Your goal: The required output is a number: how many lines of the data below include the string "they".

Records shown:
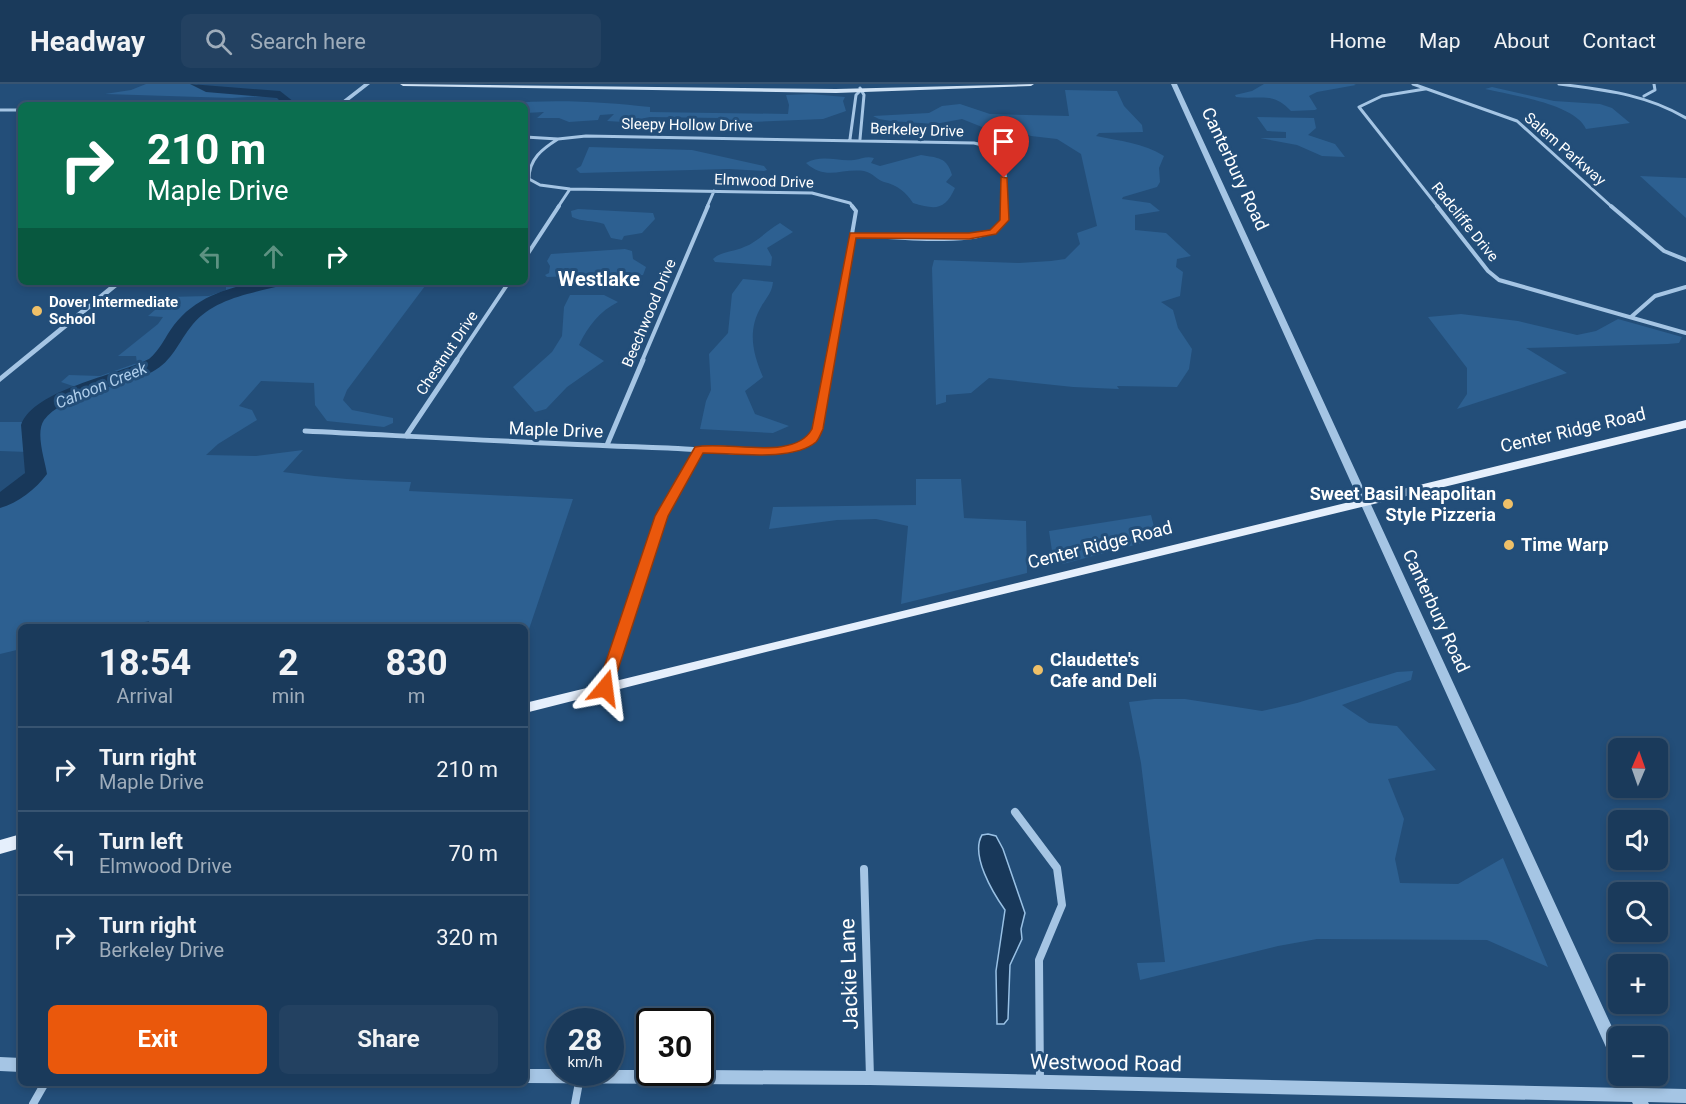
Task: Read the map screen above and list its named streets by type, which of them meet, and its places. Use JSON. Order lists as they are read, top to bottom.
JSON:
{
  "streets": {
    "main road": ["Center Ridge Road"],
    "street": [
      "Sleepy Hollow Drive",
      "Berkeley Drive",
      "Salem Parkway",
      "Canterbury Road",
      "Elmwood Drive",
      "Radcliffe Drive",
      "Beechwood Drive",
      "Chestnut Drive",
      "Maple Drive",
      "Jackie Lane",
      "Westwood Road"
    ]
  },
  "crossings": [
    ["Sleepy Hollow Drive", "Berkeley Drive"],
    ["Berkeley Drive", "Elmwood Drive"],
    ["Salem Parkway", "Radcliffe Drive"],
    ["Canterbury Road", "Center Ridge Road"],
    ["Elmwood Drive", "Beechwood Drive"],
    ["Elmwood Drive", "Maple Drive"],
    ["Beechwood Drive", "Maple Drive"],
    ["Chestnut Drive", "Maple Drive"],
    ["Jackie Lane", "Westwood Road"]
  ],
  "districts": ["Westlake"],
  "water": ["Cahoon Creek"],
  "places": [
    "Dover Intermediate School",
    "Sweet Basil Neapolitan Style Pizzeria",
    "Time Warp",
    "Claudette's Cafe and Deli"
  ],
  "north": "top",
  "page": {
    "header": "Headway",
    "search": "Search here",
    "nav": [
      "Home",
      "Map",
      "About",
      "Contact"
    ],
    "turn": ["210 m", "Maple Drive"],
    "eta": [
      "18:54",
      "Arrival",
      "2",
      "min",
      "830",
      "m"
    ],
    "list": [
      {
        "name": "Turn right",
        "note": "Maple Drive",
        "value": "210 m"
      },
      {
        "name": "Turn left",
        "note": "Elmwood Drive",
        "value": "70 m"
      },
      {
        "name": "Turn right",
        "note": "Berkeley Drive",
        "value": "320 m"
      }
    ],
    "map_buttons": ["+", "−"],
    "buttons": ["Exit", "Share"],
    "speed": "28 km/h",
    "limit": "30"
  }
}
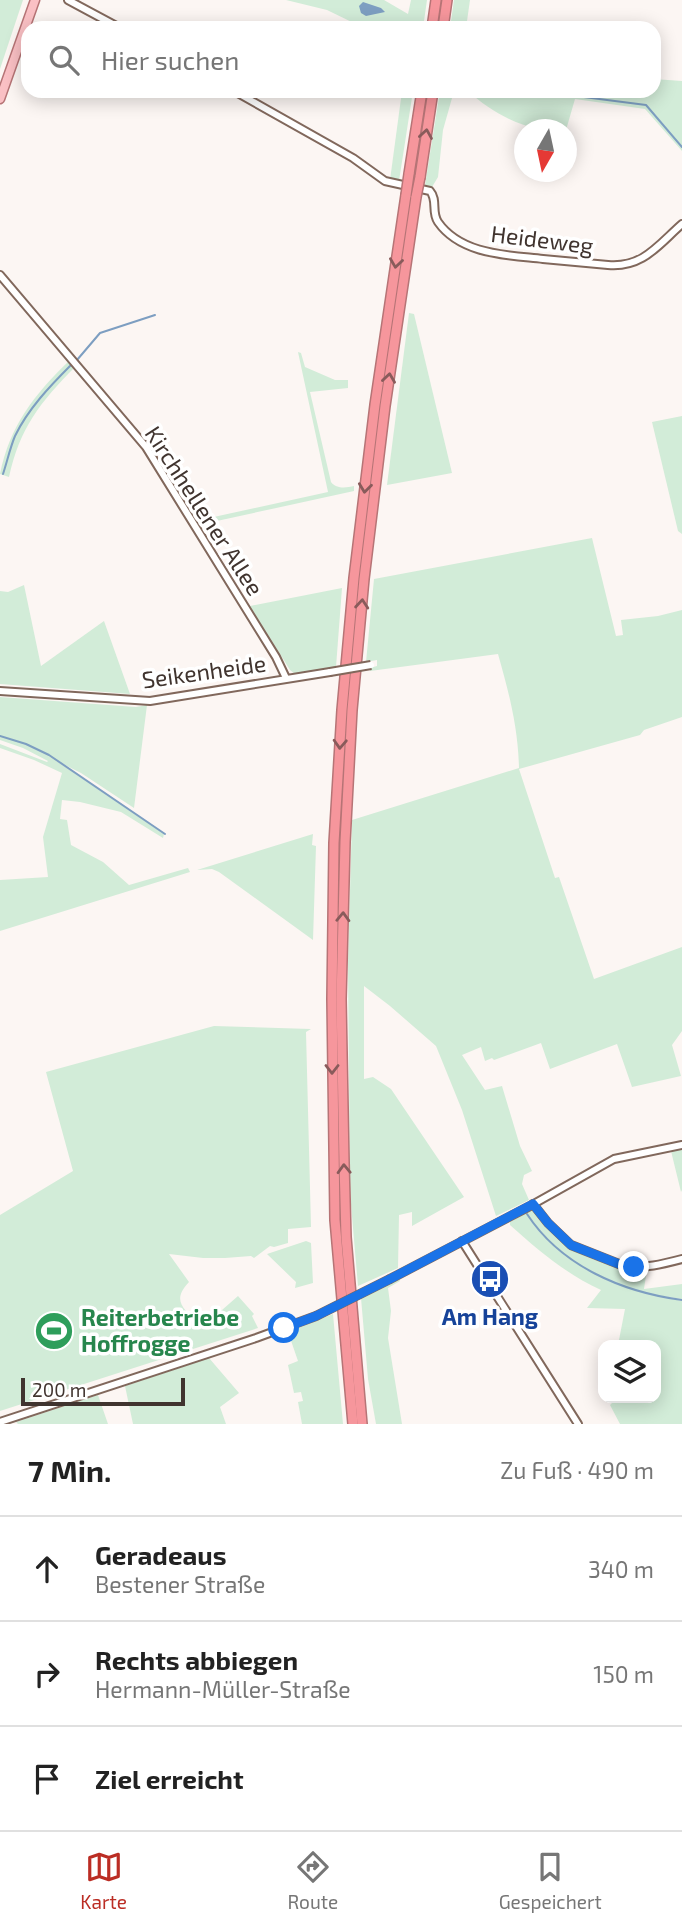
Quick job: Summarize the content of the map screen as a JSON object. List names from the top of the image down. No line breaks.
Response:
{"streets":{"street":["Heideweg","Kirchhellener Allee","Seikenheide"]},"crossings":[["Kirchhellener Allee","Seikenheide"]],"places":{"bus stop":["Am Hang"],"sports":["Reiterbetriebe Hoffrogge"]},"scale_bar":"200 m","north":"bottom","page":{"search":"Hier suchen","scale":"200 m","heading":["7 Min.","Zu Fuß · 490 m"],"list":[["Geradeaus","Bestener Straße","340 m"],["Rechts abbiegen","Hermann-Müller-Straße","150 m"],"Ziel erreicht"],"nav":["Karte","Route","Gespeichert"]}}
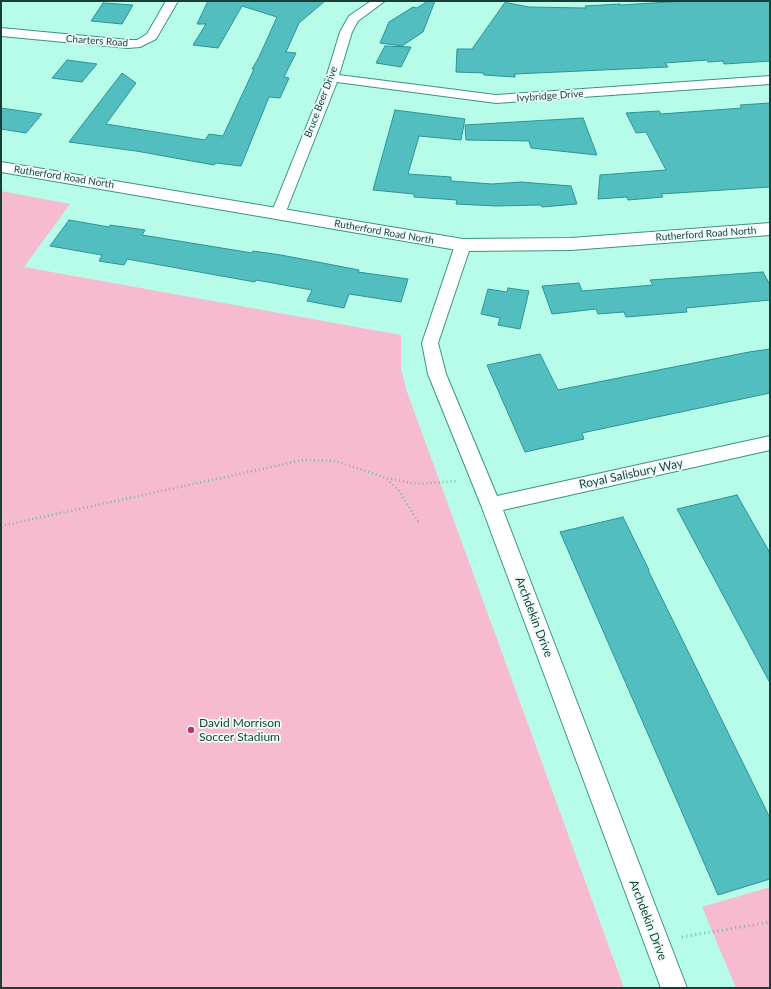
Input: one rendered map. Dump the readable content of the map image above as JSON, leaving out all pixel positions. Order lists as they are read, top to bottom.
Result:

Solved problem: 2